- WHAT YOU SHOULD DO
The answer must be a bare number: the count of lines below that contain "Give".

- SOURCE DATA
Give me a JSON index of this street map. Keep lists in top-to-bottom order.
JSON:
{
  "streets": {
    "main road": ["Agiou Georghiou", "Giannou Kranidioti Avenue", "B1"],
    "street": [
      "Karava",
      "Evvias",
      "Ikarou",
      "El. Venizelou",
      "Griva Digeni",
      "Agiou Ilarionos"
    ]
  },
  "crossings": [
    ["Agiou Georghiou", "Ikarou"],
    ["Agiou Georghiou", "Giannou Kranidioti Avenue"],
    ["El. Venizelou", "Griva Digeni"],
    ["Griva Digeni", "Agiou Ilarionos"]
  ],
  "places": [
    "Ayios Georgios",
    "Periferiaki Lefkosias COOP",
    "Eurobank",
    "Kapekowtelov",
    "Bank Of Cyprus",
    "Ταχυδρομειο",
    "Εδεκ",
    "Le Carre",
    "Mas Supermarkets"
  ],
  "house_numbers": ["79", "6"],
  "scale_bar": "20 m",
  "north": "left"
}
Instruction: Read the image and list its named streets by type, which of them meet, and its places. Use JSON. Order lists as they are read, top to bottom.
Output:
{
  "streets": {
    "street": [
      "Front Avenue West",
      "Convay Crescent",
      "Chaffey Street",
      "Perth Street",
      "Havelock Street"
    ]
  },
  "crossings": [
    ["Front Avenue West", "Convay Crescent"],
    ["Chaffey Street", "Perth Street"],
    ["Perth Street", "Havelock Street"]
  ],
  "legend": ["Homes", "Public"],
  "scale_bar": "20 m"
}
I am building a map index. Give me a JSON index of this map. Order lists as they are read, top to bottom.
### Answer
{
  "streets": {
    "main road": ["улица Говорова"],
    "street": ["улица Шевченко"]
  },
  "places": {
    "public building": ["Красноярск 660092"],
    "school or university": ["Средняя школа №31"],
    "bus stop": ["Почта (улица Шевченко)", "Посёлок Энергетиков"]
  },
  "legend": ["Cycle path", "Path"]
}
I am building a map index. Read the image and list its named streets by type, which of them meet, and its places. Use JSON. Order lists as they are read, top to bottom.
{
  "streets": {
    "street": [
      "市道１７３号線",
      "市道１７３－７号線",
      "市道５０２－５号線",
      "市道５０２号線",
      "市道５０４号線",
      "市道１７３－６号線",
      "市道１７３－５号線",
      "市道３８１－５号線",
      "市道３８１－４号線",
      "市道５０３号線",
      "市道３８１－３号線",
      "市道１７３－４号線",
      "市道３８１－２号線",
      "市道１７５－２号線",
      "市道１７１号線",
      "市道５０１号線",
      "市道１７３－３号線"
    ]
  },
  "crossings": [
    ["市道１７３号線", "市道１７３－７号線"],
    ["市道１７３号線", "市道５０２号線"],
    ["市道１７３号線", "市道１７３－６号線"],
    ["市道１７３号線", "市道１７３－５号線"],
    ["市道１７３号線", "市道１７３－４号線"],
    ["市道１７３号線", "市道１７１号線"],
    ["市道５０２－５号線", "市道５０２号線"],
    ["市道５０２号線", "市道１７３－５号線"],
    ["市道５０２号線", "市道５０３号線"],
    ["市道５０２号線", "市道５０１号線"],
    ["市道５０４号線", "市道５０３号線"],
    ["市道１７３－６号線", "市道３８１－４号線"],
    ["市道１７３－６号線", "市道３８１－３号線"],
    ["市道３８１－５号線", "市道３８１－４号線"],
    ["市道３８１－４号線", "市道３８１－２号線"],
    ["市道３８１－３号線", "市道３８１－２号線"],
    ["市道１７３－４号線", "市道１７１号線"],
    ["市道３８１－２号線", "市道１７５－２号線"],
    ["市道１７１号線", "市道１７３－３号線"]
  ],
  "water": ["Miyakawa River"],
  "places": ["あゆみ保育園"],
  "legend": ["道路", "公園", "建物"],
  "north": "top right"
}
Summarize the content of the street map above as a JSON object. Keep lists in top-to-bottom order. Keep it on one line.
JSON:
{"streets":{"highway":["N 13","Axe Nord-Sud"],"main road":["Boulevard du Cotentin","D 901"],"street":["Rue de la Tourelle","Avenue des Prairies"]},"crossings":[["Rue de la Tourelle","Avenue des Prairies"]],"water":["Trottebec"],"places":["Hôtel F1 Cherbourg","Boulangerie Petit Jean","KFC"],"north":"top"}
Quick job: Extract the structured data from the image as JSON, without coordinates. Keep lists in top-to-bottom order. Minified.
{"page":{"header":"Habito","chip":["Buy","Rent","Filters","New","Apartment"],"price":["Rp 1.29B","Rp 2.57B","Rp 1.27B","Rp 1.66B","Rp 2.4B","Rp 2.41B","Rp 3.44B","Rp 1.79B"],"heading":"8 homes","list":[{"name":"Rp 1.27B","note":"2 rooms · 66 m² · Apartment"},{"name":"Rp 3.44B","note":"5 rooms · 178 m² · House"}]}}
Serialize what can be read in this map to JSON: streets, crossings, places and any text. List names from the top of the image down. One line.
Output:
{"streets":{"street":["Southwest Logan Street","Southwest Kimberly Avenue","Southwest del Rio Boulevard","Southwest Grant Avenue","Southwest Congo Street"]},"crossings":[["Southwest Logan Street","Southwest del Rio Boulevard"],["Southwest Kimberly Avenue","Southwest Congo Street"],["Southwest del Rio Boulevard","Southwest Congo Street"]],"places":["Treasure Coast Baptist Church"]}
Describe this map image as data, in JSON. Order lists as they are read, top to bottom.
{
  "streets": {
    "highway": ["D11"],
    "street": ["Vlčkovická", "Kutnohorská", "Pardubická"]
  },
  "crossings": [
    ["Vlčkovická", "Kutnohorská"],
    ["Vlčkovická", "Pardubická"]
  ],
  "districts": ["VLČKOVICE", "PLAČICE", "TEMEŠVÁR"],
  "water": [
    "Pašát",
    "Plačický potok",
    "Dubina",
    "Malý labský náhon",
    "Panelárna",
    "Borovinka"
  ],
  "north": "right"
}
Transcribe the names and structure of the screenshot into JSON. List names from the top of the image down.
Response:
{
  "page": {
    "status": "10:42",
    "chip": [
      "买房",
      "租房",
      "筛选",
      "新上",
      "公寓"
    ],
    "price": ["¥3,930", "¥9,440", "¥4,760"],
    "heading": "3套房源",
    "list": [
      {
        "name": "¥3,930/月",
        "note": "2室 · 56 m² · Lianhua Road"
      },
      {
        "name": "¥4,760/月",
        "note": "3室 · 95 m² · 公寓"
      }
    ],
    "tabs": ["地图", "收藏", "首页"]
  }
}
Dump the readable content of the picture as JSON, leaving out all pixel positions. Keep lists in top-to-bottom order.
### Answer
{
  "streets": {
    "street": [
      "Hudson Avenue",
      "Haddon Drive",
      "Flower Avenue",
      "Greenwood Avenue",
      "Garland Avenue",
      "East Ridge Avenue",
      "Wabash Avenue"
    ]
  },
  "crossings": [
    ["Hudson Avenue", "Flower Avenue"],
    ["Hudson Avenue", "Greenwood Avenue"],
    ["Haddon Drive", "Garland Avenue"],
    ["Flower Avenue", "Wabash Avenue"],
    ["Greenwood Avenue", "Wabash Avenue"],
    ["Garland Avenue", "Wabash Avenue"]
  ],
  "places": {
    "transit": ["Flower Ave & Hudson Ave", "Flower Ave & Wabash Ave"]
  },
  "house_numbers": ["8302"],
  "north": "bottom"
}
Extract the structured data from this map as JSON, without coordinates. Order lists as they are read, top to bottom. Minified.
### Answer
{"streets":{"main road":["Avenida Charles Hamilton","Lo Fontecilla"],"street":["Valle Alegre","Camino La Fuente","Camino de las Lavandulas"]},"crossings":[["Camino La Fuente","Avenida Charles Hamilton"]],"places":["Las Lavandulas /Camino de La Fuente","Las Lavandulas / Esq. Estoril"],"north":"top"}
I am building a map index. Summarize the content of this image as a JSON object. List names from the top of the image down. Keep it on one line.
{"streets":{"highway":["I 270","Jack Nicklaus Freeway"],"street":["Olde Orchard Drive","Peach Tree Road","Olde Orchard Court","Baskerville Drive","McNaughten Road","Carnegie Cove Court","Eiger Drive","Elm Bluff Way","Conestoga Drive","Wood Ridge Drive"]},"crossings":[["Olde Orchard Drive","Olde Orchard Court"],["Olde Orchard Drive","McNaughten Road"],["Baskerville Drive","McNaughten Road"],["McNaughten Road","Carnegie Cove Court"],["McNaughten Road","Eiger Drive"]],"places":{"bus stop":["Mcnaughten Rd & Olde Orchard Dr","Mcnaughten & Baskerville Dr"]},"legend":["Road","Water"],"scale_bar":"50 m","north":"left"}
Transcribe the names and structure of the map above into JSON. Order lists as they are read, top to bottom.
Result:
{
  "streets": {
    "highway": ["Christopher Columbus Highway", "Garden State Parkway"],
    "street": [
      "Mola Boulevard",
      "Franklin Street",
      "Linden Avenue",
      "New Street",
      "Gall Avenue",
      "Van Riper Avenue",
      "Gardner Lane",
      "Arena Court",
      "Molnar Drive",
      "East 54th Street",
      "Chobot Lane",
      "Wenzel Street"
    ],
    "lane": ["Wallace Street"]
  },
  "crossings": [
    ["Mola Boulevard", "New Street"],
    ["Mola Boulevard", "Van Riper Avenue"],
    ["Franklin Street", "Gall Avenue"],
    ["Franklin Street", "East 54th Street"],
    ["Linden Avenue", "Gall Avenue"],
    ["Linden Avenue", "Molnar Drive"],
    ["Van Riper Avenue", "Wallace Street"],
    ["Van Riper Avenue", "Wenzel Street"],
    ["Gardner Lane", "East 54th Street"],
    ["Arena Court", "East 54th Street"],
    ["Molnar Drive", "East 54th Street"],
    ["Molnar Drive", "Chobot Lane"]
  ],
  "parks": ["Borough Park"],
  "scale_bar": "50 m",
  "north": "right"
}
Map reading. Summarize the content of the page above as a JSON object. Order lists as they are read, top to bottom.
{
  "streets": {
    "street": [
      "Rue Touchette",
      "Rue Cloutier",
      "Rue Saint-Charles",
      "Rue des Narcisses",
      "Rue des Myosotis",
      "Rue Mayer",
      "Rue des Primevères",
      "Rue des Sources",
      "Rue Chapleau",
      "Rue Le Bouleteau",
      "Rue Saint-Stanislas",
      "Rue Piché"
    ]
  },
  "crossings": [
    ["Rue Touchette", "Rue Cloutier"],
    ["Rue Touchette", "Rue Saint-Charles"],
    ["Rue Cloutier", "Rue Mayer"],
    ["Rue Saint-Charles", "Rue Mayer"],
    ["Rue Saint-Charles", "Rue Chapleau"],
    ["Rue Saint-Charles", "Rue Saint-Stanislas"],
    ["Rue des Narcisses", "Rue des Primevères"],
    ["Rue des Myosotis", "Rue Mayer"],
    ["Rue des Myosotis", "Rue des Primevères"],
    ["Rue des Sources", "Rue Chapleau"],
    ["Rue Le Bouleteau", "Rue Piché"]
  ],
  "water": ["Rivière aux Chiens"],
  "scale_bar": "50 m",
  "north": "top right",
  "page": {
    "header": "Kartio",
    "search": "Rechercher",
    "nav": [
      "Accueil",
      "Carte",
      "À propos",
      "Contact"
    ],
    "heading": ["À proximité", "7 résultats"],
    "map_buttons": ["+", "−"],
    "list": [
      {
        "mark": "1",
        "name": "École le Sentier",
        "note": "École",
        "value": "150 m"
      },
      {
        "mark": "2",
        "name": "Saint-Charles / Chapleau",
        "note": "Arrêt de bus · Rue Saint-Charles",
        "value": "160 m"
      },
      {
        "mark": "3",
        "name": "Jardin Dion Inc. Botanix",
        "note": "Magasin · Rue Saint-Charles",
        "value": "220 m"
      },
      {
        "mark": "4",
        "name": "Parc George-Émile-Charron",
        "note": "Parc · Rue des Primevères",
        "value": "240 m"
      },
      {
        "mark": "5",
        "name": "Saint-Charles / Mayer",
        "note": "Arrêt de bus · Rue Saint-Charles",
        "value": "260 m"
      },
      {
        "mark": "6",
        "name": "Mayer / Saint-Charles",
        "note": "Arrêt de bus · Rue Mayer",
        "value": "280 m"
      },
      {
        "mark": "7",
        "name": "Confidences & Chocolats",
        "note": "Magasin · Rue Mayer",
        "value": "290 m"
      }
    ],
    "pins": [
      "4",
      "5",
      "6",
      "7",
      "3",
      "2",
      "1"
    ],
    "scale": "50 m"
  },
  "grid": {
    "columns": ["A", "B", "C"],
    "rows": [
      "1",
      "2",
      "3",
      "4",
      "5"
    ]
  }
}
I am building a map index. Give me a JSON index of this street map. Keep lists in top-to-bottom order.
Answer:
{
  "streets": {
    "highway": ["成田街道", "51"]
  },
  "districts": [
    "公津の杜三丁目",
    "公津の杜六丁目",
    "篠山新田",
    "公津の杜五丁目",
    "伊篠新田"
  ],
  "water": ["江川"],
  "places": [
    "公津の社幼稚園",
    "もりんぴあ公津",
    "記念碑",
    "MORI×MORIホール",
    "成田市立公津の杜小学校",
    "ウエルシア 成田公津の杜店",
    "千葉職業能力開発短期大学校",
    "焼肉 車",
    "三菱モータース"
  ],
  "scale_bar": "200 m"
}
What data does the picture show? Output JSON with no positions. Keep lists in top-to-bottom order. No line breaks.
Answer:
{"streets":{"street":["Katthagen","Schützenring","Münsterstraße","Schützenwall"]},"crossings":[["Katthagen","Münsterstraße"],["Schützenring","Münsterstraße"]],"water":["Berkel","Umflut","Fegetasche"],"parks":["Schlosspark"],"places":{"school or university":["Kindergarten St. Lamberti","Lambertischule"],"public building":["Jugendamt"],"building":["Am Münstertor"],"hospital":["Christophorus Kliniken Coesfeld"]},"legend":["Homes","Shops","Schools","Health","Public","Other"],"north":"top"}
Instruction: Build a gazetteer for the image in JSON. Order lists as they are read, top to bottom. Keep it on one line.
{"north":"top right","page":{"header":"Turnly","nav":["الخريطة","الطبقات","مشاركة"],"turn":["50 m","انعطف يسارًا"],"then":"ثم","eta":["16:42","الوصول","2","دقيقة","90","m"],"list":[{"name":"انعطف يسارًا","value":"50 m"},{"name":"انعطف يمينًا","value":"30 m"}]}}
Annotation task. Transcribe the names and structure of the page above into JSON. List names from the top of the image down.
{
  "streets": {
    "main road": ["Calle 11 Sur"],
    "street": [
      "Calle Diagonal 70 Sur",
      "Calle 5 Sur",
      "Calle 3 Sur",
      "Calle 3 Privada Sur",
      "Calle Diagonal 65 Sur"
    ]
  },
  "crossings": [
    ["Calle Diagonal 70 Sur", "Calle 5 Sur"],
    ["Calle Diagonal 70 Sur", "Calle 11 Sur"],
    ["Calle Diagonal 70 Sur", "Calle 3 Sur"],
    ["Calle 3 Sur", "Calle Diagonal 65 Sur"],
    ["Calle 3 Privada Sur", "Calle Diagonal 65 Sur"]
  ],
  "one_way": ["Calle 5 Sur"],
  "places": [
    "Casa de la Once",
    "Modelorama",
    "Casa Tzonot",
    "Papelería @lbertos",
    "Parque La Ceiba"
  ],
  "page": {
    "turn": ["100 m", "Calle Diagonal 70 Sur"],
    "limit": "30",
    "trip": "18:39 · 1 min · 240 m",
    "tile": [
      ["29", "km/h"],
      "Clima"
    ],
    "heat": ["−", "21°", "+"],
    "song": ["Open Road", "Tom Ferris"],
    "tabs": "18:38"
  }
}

- YOUR SOLUTION
3